A long, furry pun...

Ever since Jeff was a small boy, he has had a fondness for cute and furry animals. He loved movies with cartoon characters like Thumper, Pooh, and Tigger. His parents indulged him, buying plush toys and teddy bears.

He never outgrew his fascination, and as a young man took a job as an assistant at a veterinary clinic so he could be around animals. In the meantime, he taught himself how to cut and sew furry costumes. He got quite good at this, making fantastically detailed versions of his favourite cartoon animals as well as his own creations.

But he was lonely in his obsession. He knew others wouldn’t appreciate his efforts so he was reduced to wearing his beautiful creations alone in his small apartment in the back of the veterinary clinic. So imagine his elation one day when, playing around on the internet, he discovered Furries. Here was a whole subculture of like-minded people.

He began communicating with other Furries, joined organizations, signed up for the newsletter, he even got the T-shirt. Then he learned that a large Furry convention was to be held in his city. He pre-purchased his ticket and began to work furiously on a new costume. One that could win first prize at the convention.

Convention weekend finally came and on the first day he had the time of his life. For the first time he was among people like himself, and everyone was in glorious costume.

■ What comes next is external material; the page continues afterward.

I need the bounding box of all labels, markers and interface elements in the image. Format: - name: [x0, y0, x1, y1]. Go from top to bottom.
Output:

He even met a cute little vixen, and they talked for hours.

The next day he worked all day finishing his new costume. He wanted it to be perfect. The judging was to be that evening and he wanted to impress the little vixen and he wanted to win the contest.

Just as he was finishing up he checked the time and saw that if he didn’t hurry he would be late for the parade and judging. Just a few more stitches and he threw the costume on, (it was magnificent), ran out his apartment door and through the dark animal clinic.

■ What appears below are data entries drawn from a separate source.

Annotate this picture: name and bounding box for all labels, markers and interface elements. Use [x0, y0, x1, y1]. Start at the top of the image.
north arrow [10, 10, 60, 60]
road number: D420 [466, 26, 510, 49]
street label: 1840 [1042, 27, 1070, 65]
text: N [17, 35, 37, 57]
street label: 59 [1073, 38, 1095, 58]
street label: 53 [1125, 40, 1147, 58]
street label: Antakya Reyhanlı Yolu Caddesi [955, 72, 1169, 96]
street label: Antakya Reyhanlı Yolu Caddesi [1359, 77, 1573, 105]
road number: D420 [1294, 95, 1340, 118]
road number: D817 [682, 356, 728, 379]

Unfortunately, in his haste, he hadn’t made the eye holes just right and it was hard to see in the darkened clinic. He tripped and went tumbling head first into the bin where they kept the large syringes for the horse tranquilizers.

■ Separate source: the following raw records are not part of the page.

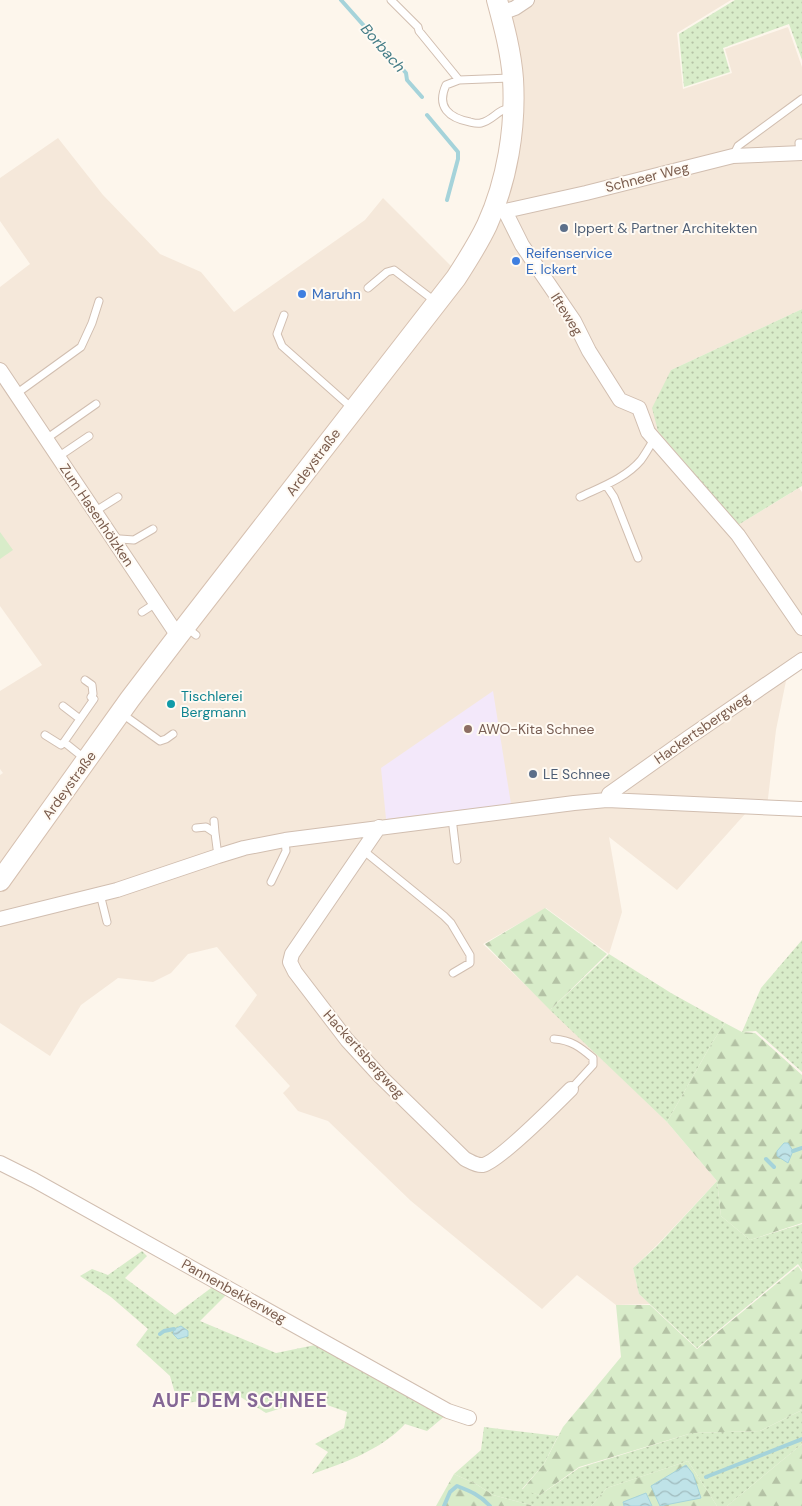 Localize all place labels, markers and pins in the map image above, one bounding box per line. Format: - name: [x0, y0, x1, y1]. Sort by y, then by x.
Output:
- place label: Ippert & Partner Architekten: [574, 219, 757, 237]
- marker: Ippert & Partner Architekten: [558, 222, 570, 234]
- place label: Reifenservice E. Ickert: [526, 244, 613, 278]
- marker: Reifenservice E. Ickert: [510, 255, 522, 267]
- place label: Maruhn: [312, 285, 361, 303]
- marker: Maruhn: [296, 288, 308, 300]
- place label: Tischlerei Bergmann: [181, 687, 246, 721]
- marker: Tischlerei Bergmann: [165, 698, 177, 710]
- place label: AWO-Kita Schnee: [478, 720, 594, 738]
- marker: AWO-Kita Schnee: [462, 723, 474, 735]
- place label: LE Schnee: [543, 765, 610, 783]
- marker: LE Schnee: [527, 768, 539, 780]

He got to his feet and turned on a light. The fur on his costume was thick enough that he hadn’t been pricked by any of the needles but he did look like a hedgehog. He pulled all the syringes out and ran through the door and down the street all the way the hotel where the convention was. What he didn’t know was that there was still one big syringe sticking right out of the top his head.

He was just in time and proudly paraded in front of the judges and winked at the little vixen he spotted in the crowd. Jeff didn’t win first prize, but he did win in one of the more obscure categories. He looked at his medal and it said, “First prize for the best depiction of a show tune.”

Puzzled, he asked the presenting judge, “What show tune?” “*The Furry with the Syringe on Top*, of course.”